Die Grundgeschichte mag vielleicht recht alltäglich und sicher vielen Jugendlichen bekannt sein: Wenig Aufmerksamkeit, Beachtung oder wenn dann nur um gesagt zu bekommen, dass man stört. Verzweiflung bis hin zu Suizidgedanken. Und erst mit der Vorstellung eines Abgangs aus dem Leben, zu dem einen erst all die Ignoranzen treiben, beginnen sich die anderen Menschen für einen zu interessieren. Oder auch nur vermeintlich, um einen vom Sprung vom Schuldach abzuhalten...

Zwei Schweine

Ein Mann mit Sonnenbrille spricht in ein Megafon vor der Neon-Leuchtschrift „Titus findet's scheiße“.
Ausgehend von einer solchen Situation baute der Belgier Jan Sobrie ein geniales Theaterstück. „Tituts“, schon vor fast zehn Jahren von ihm als Monolog zum Vorsprechen geschrieben, siedelt er in einem leicht skurrilen Setting an. Titus heißt nicht etwa so, weil es einst den römischen Feldherren Andronicus gab, sondern weil sein Vater, ein Fleischhauer, ein Schwein namens Titus hatte. Das beherrschte 26 verschiedene Grunzlaute. Schon die erste gute Gelegenheit in die tragische Geschichte sarkastischen Humor einzubringen. Titus nimmt sich den kriegerischen Vornamensvetter zu seinem Vorbildhelden – zumindest zweitweise. Sozusagen ein Pendeln zwischen zwei „Schweinen“.

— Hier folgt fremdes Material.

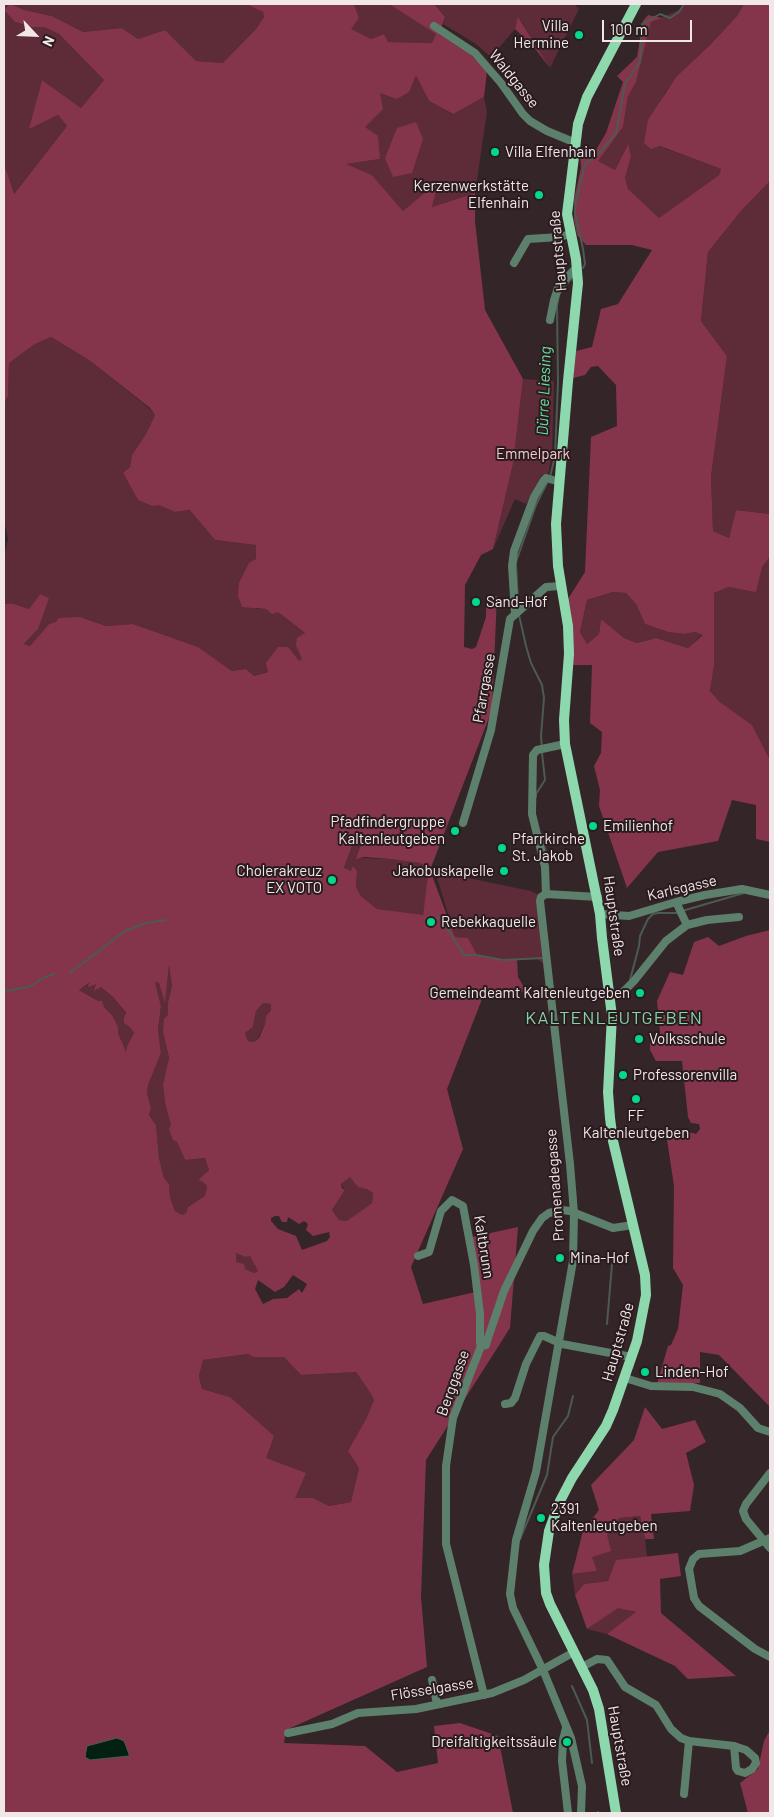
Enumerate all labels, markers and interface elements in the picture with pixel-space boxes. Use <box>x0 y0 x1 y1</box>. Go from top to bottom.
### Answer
north arrow <box>10 10 60 60</box>
scale bar <box>604 10 694 42</box>
place label: Villa Hermine <box>514 17 569 52</box>
text: 100 m <box>610 20 648 38</box>
marker: Villa Hermine <box>573 29 585 41</box>
text: N <box>39 34 59 49</box>
street label: Waldgasse <box>485 46 543 112</box>
place label: Villa Elfenhain <box>505 143 596 161</box>
marker: Villa Elfenhain <box>489 146 501 158</box>
place label: Kerzenwerkstätte Elfenhain <box>413 177 529 212</box>
marker: Kerzenwerkstätte Elfenhain <box>533 189 545 201</box>
street label: Hauptstraße <box>545 210 571 292</box>
water label: Dürre Liesing <box>533 346 555 436</box>
park label: Emmelpark <box>496 445 570 463</box>
place label: Sand-Hof <box>486 593 548 611</box>
marker: Sand-Hof <box>470 596 482 608</box>
street label: Pfarrgasse <box>469 652 499 724</box>
place label: Pfadfindergruppe Kaltenleutgeben <box>331 813 445 848</box>
place label: Emilienhof <box>603 817 673 835</box>
marker: Emilienhof <box>587 820 599 832</box>
marker: Pfadfindergruppe Kaltenleutgeben <box>449 825 461 837</box>
place label: Pfarrkirche St. Jakob <box>512 830 585 865</box>
marker: Pfarrkirche St. Jakob <box>496 842 508 854</box>
place label: Cholerakreuz EX VOTO <box>237 862 322 897</box>
place label: Jakobuskapelle <box>393 862 494 880</box>
marker: Jakobuskapelle <box>498 865 510 877</box>
street label: Karlsgasse <box>645 871 719 905</box>
marker: Cholerakreuz EX VOTO <box>326 874 338 886</box>
street label: Hauptstraße <box>599 874 629 958</box>
place label: Rebekkaquelle <box>441 913 536 931</box>
marker: Rebekkaquelle <box>425 916 437 928</box>
place label: Gemeindeamt Kaltenleutgeben <box>429 984 630 1002</box>
marker: Gemeindeamt Kaltenleutgeben <box>634 987 646 999</box>
district label: KALTENLEUTGEBEN <box>523 1007 705 1029</box>
place label: Volksschule <box>649 1030 726 1048</box>
marker: Volksschule <box>633 1033 645 1045</box>
place label: Professorenvilla <box>633 1066 737 1084</box>
marker: Professorenvilla <box>617 1069 629 1081</box>
marker: FF Kaltenleutgeben <box>630 1093 642 1105</box>
place label: FF Kaltenleutgeben <box>583 1107 689 1142</box>
street label: Promenadegasse <box>542 1128 568 1242</box>
street label: Kaltbrunn <box>470 1214 498 1280</box>
place label: Mina-Hof <box>570 1249 629 1267</box>
marker: Mina-Hof <box>554 1252 566 1264</box>
street label: Hauptstraße <box>598 1300 638 1384</box>
street label: Berggasse <box>433 1348 473 1418</box>
place label: Linden-Hof <box>655 1363 729 1381</box>
marker: Linden-Hof <box>639 1366 651 1378</box>
place label: 2391 Kaltenleutgeben <box>551 1500 658 1535</box>
marker: 2391 Kaltenleutgeben <box>535 1512 547 1524</box>
street label: Flösselgasse <box>389 1674 475 1704</box>
street label: Hauptstraße <box>604 1704 636 1788</box>
place label: Dreifaltigkeitssäule <box>431 1733 557 1751</box>
marker: Dreifaltigkeitssäule <box>561 1736 573 1748</box>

Obendrein lässt der Autor seinen Protagonisten Vegetarier sein. Nachdem er selbst den Monolog – mit Rollenwechsel in andere Figuren in seinem Leben - in spärlicher Kulissen, auf sich allein konzentriert, schon 2008 beim internationalen Theaterfestival Schäxpir in Linz spielte, steht „Tituts“ nun in anderer Inszenierung auf dem Spielplan im Dschungel Wien.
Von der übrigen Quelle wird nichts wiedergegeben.